Today pay phones are an even greater rarity. I’ve kept up with technology and have used smart phones for nearly four years now, though was still proudly among the last among my friends to get one.

I haven’t tried to use a payphone in well over a decade, but the blackout of 2003 showed us that pay phones are still needed. We need to have reliable payphones simply from a public safety standpoint. Not just if there is a large disaster that causes cell phone towers to be overloaded, but for crime victims and others involved in emergencies who need to call for help. Not everyone has a working cell phone on them at all times, and if someone is robbed, you bet that their cell phone is among items stolen.

There are 8,931 working payphones within the five boroughs as of the end of this past June, according to the New York City government. Most of those (5,205) are in Manhattan (Staten Island has only 63!).

But these numbers are still declining fast. There were more than 11,200 payphones still working in January 2013. We’re losing more than 1,000 working public telephones every year.
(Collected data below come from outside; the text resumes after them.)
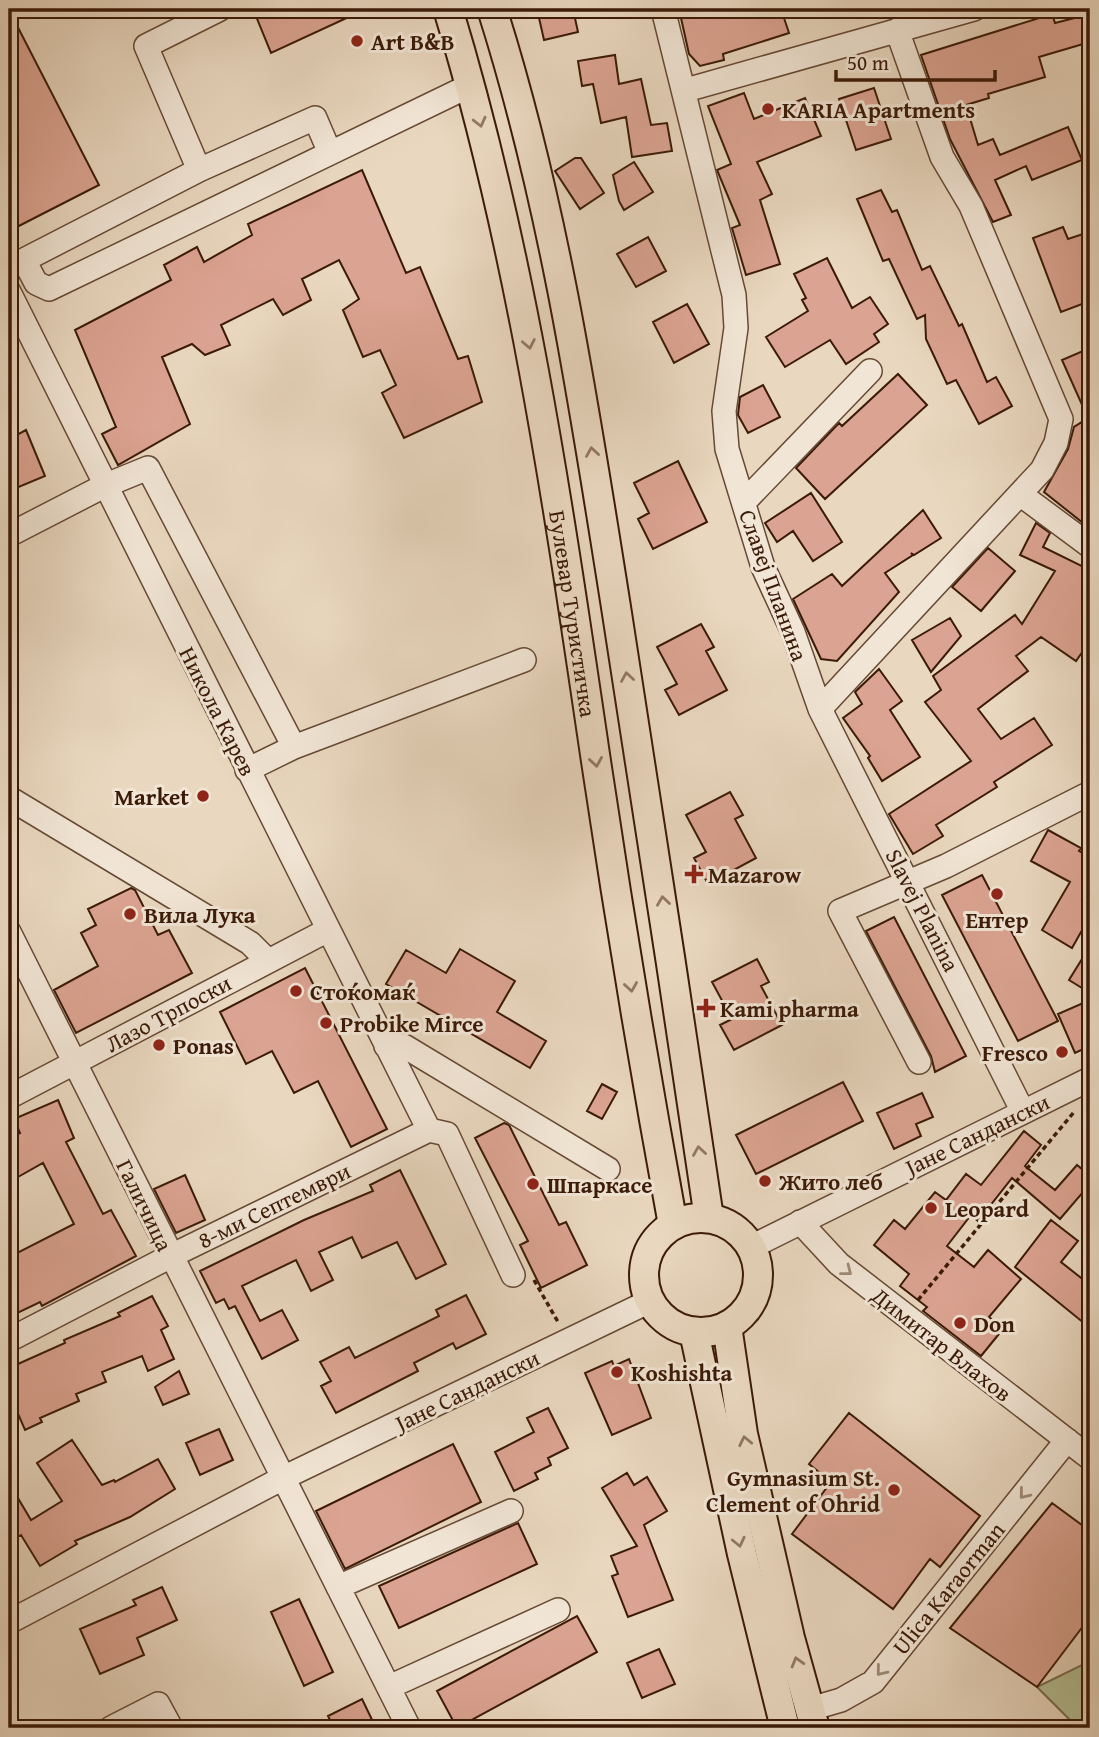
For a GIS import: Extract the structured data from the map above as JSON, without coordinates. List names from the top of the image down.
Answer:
{
  "streets": {
    "main road": ["Булевар Туристичка"],
    "street": [
      "Славеј Планина",
      "Никола Карев",
      "Slavej Planina",
      "Лазо Трпоски",
      "Јане Сандански",
      "Галичица",
      "8-ми Септември",
      "Димитар Влахов",
      "Ulica Karaorman"
    ]
  },
  "crossings": [
    ["Славеј Планина", "Slavej Planina"],
    ["Булевар Туристичка", "Јане Сандански"],
    ["Никола Карев", "Лазо Трпоски"],
    ["Никола Карев", "8-ми Септември"],
    ["Slavej Planina", "Јане Сандански"],
    ["Лазо Трпоски", "Галичица"],
    ["Јане Сандански", "Галичица"],
    ["Јане Сандански", "Димитар Влахов"],
    ["Галичица", "8-ми Септември"],
    ["Димитар Влахов", "Ulica Karaorman"]
  ],
  "one_way": ["Димитар Влахов", "Ulica Karaorman"],
  "places": {
    "other": [
      "Art B&B",
      "KARIA Apartments",
      "Market",
      "Ентер",
      "Вила Лука",
      "Стоќомаќ",
      "Probike Mirce",
      "Ponas",
      "Fresco",
      "Жито леб",
      "Шпаркасе",
      "Leopard",
      "Don",
      "Koshishta",
      "Gymnasium St. Clement of Ohrid"
    ],
    "health": ["Mazarow", "Kami pharma"]
  },
  "scale_bar": "50 m"
}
And while pay phones may seem to our more plugged-in generations like antique reminders of times past akin to gas lamps or horse-drawn carriages. There are still people (at least 25% of the world’s population) who can’t afford or don’t have cell phones. And from a safety standpoint, you should know where the nearest payphone is in case of an emergency, just like you should know where the nearest fire exit is.

So let’s begin an effort to take note of places where working pay phones still exist. Leave a comment (with a photo if possible) of a pay phone you know that works.

A few months ago I discovered a working payphone on the second floor of the Aretsky’s Patroon Townhouse

restaurant on East 46th Street between Lexington Ave. and 3rd Ave. in Manhattan. It is even set in an old-style booth with borough-specific phone books set into an adjoining wooden counter. Classy.